Stored data entries:
>>
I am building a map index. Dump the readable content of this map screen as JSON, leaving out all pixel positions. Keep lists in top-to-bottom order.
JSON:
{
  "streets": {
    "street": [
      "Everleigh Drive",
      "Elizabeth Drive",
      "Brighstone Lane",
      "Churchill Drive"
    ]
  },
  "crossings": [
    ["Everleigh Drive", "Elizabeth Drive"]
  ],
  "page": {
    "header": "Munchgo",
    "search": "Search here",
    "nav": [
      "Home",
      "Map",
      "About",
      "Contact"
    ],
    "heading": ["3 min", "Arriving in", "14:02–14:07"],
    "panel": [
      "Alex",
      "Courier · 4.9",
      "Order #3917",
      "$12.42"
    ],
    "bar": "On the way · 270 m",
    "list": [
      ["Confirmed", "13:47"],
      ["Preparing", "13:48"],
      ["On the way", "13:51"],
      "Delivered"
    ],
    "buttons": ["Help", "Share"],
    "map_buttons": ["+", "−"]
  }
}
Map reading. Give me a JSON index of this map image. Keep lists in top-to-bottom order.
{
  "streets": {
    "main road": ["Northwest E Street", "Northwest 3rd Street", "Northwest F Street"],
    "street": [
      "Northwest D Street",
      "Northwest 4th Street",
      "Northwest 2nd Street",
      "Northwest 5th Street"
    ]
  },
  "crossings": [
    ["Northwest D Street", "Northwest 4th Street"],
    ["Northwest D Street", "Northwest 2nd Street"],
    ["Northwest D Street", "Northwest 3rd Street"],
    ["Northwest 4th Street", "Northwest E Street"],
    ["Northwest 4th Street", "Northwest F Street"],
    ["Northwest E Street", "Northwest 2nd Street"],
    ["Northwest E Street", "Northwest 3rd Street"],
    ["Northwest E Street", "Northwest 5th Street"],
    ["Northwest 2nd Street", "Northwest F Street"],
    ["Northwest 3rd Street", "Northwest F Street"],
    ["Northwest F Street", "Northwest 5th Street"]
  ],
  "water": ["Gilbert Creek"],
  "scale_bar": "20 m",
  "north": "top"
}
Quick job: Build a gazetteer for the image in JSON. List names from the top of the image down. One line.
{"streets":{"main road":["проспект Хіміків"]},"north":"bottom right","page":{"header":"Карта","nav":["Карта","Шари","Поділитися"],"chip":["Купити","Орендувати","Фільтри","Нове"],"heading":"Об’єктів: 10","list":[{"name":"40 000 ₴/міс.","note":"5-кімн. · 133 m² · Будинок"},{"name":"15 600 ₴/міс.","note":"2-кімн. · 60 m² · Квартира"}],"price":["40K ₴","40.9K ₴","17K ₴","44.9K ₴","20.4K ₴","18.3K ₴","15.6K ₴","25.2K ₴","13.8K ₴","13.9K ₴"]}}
<<
Instructions for the task:
Return every record, word for word.

Worked solution:
I am building a map index. Dump the readable content of this map screen as JSON, leaving out all pixel positions. Keep lists in top-to-bottom order.
JSON:
{
  "streets": {
    "street": [
      "Everleigh Drive",
      "Elizabeth Drive",
      "Brighstone Lane",
      "Churchill Drive"
    ]
  },
  "crossings": [
    ["Everleigh Drive", "Elizabeth Drive"]
  ],
  "page": {
    "header": "Munchgo",
    "search": "Search here",
    "nav": [
      "Home",
      "Map",
      "About",
      "Contact"
    ],
    "heading": ["3 min", "Arriving in", "14:02–14:07"],
    "panel": [
      "Alex",
      "Courier · 4.9",
      "Order #3917",
      "$12.42"
    ],
    "bar": "On the way · 270 m",
    "list": [
      ["Confirmed", "13:47"],
      ["Preparing", "13:48"],
      ["On the way", "13:51"],
      "Delivered"
    ],
    "buttons": ["Help", "Share"],
    "map_buttons": ["+", "−"]
  }
}
Map reading. Give me a JSON index of this map image. Keep lists in top-to-bottom order.
{
  "streets": {
    "main road": ["Northwest E Street", "Northwest 3rd Street", "Northwest F Street"],
    "street": [
      "Northwest D Street",
      "Northwest 4th Street",
      "Northwest 2nd Street",
      "Northwest 5th Street"
    ]
  },
  "crossings": [
    ["Northwest D Street", "Northwest 4th Street"],
    ["Northwest D Street", "Northwest 2nd Street"],
    ["Northwest D Street", "Northwest 3rd Street"],
    ["Northwest 4th Street", "Northwest E Street"],
    ["Northwest 4th Street", "Northwest F Street"],
    ["Northwest E Street", "Northwest 2nd Street"],
    ["Northwest E Street", "Northwest 3rd Street"],
    ["Northwest E Street", "Northwest 5th Street"],
    ["Northwest 2nd Street", "Northwest F Street"],
    ["Northwest 3rd Street", "Northwest F Street"],
    ["Northwest F Street", "Northwest 5th Street"]
  ],
  "water": ["Gilbert Creek"],
  "scale_bar": "20 m",
  "north": "top"
}
Quick job: Build a gazetteer for the image in JSON. List names from the top of the image down. One line.
{"streets":{"main road":["проспект Хіміків"]},"north":"bottom right","page":{"header":"Карта","nav":["Карта","Шари","Поділитися"],"chip":["Купити","Орендувати","Фільтри","Нове"],"heading":"Об’єктів: 10","list":[{"name":"40 000 ₴/міс.","note":"5-кімн. · 133 m² · Будинок"},{"name":"15 600 ₴/міс.","note":"2-кімн. · 60 m² · Квартира"}],"price":["40K ₴","40.9K ₴","17K ₴","44.9K ₴","20.4K ₴","18.3K ₴","15.6K ₴","25.2K ₴","13.8K ₴","13.9K ₴"]}}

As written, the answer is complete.